In the entries that follow, the line with "M184 249 212" opens the range and the line with "M501 517 534 530 508 624" closes it; repeat that range exactly, both lines included.
☆ ☆ ☆ ☆ ☆ ☆ ☆
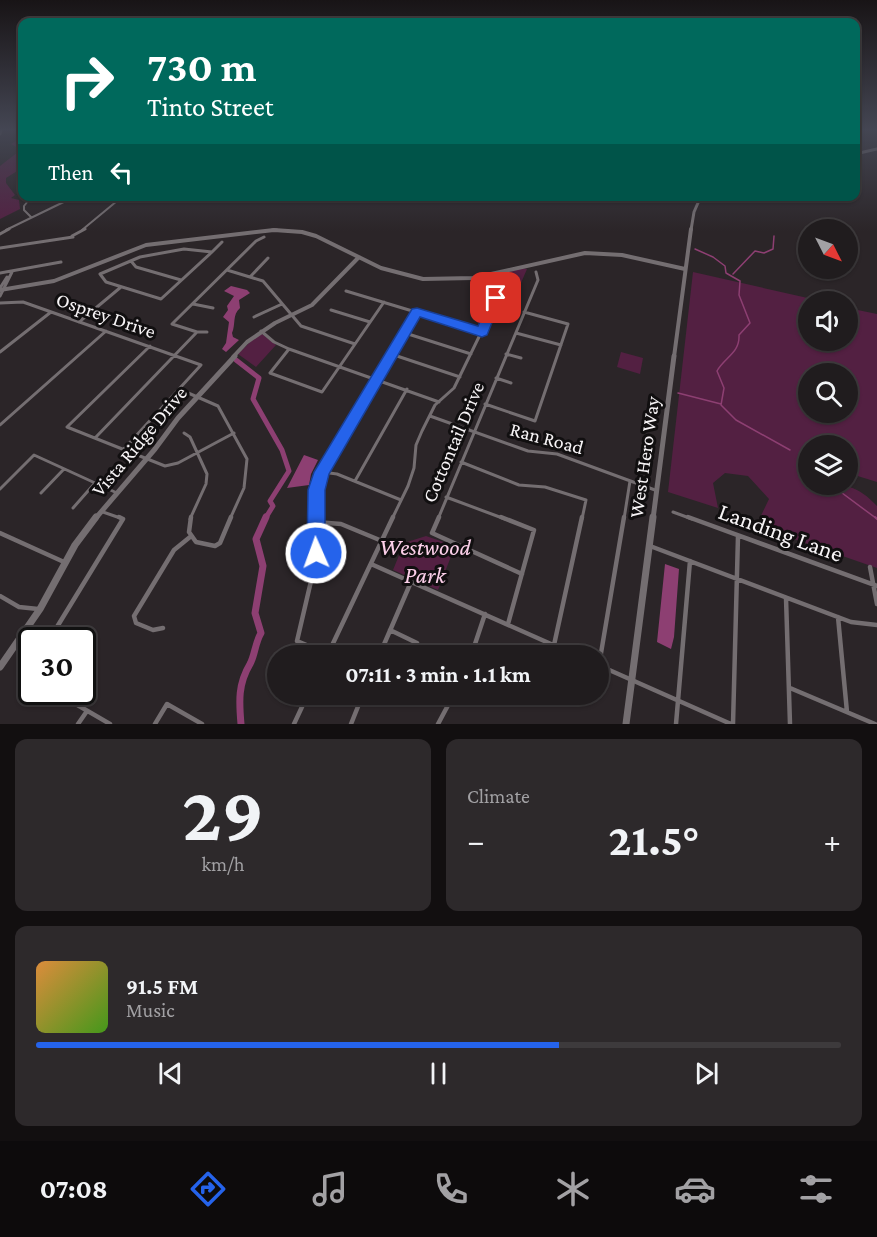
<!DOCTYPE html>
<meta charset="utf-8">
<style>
:root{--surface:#201c1e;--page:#2d292b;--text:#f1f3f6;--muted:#a2a1a4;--line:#3d3a3c;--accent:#2563eb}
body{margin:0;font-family:"Crimson Pro",serif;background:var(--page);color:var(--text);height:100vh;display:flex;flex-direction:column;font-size:22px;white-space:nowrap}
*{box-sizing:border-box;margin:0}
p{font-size:20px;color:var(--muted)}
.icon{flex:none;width:33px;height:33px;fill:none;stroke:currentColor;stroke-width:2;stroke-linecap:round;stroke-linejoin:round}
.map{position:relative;height:724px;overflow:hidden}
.details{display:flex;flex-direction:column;gap:15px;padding:15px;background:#120f10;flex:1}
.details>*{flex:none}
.banner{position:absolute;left:18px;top:18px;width:842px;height:183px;border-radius:12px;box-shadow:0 2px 4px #0004,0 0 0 2px var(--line);background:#00695c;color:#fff;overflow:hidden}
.needle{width:39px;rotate:132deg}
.fabs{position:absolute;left:798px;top:219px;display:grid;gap:12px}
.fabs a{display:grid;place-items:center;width:60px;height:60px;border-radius:50%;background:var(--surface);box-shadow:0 2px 4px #0004,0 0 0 2px var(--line);font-size:30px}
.speed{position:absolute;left:18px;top:627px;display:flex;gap:12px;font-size:30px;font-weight:700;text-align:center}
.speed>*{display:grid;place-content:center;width:78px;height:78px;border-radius:50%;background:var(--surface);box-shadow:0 2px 4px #0004,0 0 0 2px var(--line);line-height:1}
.speed .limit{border:3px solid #111;border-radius:9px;background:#fff;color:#111}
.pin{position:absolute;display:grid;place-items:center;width:51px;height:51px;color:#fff;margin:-26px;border-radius:12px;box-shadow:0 3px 9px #0006}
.me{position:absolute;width:66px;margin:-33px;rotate:358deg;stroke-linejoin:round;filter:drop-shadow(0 0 4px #0008)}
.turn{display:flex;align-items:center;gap:21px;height:126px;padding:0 30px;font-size:27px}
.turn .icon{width:78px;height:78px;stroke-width:2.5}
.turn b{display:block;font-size:42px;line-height:51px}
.then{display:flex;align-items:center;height:57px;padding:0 30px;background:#0003;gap:12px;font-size:22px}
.big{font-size:45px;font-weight:700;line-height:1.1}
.details .tile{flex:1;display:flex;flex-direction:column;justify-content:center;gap:9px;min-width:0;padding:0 21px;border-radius:12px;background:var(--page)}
.details .dial{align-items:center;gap:0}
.dial b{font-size:78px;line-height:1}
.song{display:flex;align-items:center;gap:18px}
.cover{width:72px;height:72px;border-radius:9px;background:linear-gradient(135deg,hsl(30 70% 55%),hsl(100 70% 35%))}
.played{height:6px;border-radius:3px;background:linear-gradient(90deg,var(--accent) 65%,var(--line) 65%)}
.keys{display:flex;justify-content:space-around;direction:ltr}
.heat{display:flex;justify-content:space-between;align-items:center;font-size:33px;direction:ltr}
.details .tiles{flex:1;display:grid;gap:15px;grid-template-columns:1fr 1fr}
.tile:last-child{grid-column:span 2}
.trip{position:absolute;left:267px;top:645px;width:342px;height:60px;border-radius:30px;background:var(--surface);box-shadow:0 2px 4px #0004,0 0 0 2px var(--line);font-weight:700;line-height:60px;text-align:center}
.dock{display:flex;height:96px;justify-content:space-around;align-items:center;background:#0d0b0c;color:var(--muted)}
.dock .icon{width:42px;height:42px}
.dock .current{color:var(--accent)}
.dock b{font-size:27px;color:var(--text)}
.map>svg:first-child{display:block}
</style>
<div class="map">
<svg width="877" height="724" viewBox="0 0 877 724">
<rect width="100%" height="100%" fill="#2b2528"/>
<path fill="#532042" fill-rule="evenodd" d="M21 130 22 168 6 178V183L15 195 11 198 19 200 20 209 0 219V166L18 152V148L11 144 21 138Z
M523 268 527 269 514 299 498 297 489 276Z
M693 272 821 301 808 302V340H848V308L877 314V482L848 473V446H808V484C839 484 855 482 877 506V568L756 526 769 499 748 476 725 473 713 483 718 508 668 492ZM808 374H848V412H808Z
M262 334 276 345 256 367 238 354 253 339Z
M621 352 643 358 640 374 617 367Z
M426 536 455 546 438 590 393 570 404 543Z"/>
<path fill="#8d3f72" d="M231 286 247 290 250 293 239 300 240 308C232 315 236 324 232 333L233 337 239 340 226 352 222 349 226 343 229 322 223 317 228 310 227 306 234 296 224 291Z
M304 455 318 460 311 474 309 485 287 488Z
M665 564 679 569 674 637 671 649 657 642Z"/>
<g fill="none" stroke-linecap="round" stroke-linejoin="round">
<path stroke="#8d3f72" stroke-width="1.5" d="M695 249 713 257 725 266 726 273 740 281 739 295 750 323 739 335C740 353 725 357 717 371L724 388 721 405 736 420 790 450
M733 274 755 251 764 253 773 249 774 236
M678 393 721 404
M799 455V459L808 467
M830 484 877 519"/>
<path stroke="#8d3f72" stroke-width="2" d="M875 517 877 519"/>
<path stroke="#8d3f72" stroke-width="5" d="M236 360 259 378 253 399 282 450 289 471 270 501 273 506 265 519"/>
<path stroke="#8d3f72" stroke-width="7" d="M241 724C239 701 238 684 250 664 255 655 255 643 261 633L255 613 263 566 256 539 266 517"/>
<path stroke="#746e71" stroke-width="2" d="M31 217 24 210V206L32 196
M6 230 76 196
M82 230 123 196"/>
<path stroke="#746e71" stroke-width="3" d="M0 234 9 229
M72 236 85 229
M0 248 73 237
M184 249 212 252 161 299 106 282 100 274 140 257Z
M212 252 222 242
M131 261 136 267 181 280
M227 270 263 281 301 326 355 344
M0 273 61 262
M250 277 268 258
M0 288 7 277
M346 291 482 332
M0 296 12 272
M0 303 23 302 201 365 123 450
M193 304 213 308
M331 310 370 322
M254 317 282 304
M79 322 121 287
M261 331 274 342 289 349 439 402
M207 332H197L172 324 256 241 264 237
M405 333 471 354
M516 333 561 345
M150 346 67 427 165 466 178 463 234 433
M289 349 270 373 322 392 384 302
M0 352 51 312
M391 354 460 377
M506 354 521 358
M496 378 511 383
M179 389 218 406 247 459 244 488 230 519
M485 404 535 421 568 324 524 312
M430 416 528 451 557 454 655 490
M0 425 106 331
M184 433 190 437 207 474 206 484 190 519
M95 438 197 332
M461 462 519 485 545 487 586 500 582 519
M322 472 337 474 401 500
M355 481 407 389
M0 489 34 455 117 493
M41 493 64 469
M446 497 505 519
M73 508 95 483
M103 512 123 519
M673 512 692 519
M316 519V490L322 472 417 312
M392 519 408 486 414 468 416 445 422 431 435 405 454 388 495 304 494 288 486 275
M438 519 538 280 536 272
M624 519 630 481"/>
<path stroke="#746e71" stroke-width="4.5" d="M191 517 189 532 196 542 215 546 220 543 231 517
M316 517 315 564 297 641 328 654
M439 517 432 533 522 574
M501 517 534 530 508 624
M688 517 877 586
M315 522 341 524 382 541
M0 533 64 562
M650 546 851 622 877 625
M371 564 578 656
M870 567 877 604
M0 596 19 607 38 609
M786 598 790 724
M838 617 847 712
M163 628 153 630 136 623 134 616 174 550 190 537
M390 630 417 643
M49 640 123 519 119 517
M554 645 582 517
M327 656 393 517
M379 656 411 582
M471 656 485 614
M598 665 731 724
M599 665 624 517
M32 669 28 674 32 677
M790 688 875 724
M55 692 110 724
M381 694 386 697
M521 694 533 700
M78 724 87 711
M155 724 167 704 202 724
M294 724 308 694
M351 724 363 694
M438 724 454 694
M676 724 690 561
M733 724 738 536"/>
<path stroke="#746e71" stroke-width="3" d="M0 134 1 130
M855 154 877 149
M272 230H277
M691 230 694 212 701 196"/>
<path stroke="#746e71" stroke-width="4" d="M0 290 54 281 146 245 274 230 302 232 316 236 381 268 423 279 473 278 585 253 622 255 685 269
M233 357 247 342 275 323 312 305 359 257
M674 357 691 229"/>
<path stroke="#746e71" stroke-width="5" d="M95 519 155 449 178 418 235 356
M653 519 674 356"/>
<path stroke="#746e71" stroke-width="7" d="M0 667 40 609 75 545 96 517
M626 724 653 517"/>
</g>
<linearGradient id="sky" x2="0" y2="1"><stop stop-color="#181416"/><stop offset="0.56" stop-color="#444653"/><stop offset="1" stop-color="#444653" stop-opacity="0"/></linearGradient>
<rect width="877" height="231" fill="url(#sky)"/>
<path fill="#2563eb" stroke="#184099" stroke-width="1.5" d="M496 294 502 298 487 335 482 337 420 317 329 474 325 490V553L322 559 316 562 310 559 307 553 308 490 314 472 412 309 417 308 478 326 490 298Z"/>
<g text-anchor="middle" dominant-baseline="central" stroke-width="6" stroke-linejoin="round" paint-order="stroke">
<g font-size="20" fill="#f7f4f6" stroke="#110f10">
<text transform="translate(106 315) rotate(19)">Osprey Drive</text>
<text transform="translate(547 438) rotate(15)">Ran Road</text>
<text transform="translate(139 441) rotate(-50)">Vista Ridge Drive</text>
<text transform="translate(453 442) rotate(-67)">Cottontail Drive</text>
<text transform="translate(644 457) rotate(-82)">West Hero Way</text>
</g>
<g font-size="24" fill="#f7f4f6" stroke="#110f10">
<text transform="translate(781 532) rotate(20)">Landing Lane</text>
</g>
<g font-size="24" font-style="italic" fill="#fdd0ea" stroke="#110f10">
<text x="425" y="546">Westwood<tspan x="425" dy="28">Park</tspan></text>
</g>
</g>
</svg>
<div class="fabs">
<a><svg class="needle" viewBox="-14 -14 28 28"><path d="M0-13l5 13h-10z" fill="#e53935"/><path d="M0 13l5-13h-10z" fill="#a2a1a4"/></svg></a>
<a><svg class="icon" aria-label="sound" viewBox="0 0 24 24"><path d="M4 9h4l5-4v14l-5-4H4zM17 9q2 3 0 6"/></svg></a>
<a><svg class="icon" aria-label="search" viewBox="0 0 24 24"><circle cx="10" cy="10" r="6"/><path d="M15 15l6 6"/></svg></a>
<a><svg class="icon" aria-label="layers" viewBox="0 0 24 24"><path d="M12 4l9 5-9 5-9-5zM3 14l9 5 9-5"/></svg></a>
</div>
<div class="speed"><div class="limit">30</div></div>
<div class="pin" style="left:496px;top:298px;background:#d93025"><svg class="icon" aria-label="arrive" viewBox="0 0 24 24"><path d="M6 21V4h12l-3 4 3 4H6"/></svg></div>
<svg class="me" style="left:316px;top:553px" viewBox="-20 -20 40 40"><circle r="17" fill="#2563eb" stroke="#fff" stroke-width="3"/><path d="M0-11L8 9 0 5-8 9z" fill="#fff"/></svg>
<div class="trip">07:11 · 3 min · 1.1 km</div>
<div class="banner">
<div class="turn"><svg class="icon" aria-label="right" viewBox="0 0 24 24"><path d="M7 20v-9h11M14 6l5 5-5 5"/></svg><div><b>730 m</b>Tinto Street</div></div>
<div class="then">Then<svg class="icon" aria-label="left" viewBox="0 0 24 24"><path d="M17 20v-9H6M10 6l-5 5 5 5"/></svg></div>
</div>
</div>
<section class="details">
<div class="tiles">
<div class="tile dial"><b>29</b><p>km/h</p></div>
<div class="tile"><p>Climate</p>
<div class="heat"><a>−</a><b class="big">21.5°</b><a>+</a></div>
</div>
<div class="tile">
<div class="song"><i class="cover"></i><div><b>91.5 FM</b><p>Music</p></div></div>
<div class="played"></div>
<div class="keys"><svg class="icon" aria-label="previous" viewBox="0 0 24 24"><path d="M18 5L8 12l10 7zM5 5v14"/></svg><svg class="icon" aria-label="pause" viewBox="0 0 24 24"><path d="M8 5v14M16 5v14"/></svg><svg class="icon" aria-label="next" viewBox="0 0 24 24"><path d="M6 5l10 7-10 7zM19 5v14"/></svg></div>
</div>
</div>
</section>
<nav class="dock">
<b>07:08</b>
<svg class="icon current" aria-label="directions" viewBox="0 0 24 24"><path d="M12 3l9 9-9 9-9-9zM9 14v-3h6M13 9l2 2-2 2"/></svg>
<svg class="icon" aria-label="music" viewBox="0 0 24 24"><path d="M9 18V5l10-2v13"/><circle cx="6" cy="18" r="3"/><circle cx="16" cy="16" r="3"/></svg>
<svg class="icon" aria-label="phone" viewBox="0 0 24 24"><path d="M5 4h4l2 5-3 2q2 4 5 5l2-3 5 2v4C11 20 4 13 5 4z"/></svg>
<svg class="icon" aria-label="climate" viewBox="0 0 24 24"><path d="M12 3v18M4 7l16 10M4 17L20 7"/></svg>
<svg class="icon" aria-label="car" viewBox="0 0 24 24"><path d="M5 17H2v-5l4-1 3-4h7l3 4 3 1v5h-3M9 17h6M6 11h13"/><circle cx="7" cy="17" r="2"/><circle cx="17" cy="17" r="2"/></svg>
<svg class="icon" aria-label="filters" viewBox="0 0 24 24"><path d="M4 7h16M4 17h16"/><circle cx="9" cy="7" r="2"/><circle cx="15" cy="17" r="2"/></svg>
</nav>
☆ ☆ ☆ ☆ ☆ ☆ ☆
:: Answer section ::
M184 249 212 252 161 299 106 282 100 274 140 257Z
M212 252 222 242
M131 261 136 267 181 280
M227 270 263 281 301 326 355 344
M0 273 61 262
M250 277 268 258
M0 288 7 277
M346 291 482 332
M0 296 12 272
M0 303 23 302 201 365 123 450
M193 304 213 308
M331 310 370 322
M254 317 282 304
M79 322 121 287
M261 331 274 342 289 349 439 402
M207 332H197L172 324 256 241 264 237
M405 333 471 354
M516 333 561 345
M150 346 67 427 165 466 178 463 234 433
M289 349 270 373 322 392 384 302
M0 352 51 312
M391 354 460 377
M506 354 521 358
M496 378 511 383
M179 389 218 406 247 459 244 488 230 519
M485 404 535 421 568 324 524 312
M430 416 528 451 557 454 655 490
M0 425 106 331
M184 433 190 437 207 474 206 484 190 519
M95 438 197 332
M461 462 519 485 545 487 586 500 582 519
M322 472 337 474 401 500
M355 481 407 389
M0 489 34 455 117 493
M41 493 64 469
M446 497 505 519
M73 508 95 483
M103 512 123 519
M673 512 692 519
M316 519V490L322 472 417 312
M392 519 408 486 414 468 416 445 422 431 435 405 454 388 495 304 494 288 486 275
M438 519 538 280 536 272
M624 519 630 481"/>
<path stroke="#746e71" stroke-width="4.5" d="M191 517 189 532 196 542 215 546 220 543 231 517
M316 517 315 564 297 641 328 654
M439 517 432 533 522 574
M501 517 534 530 508 624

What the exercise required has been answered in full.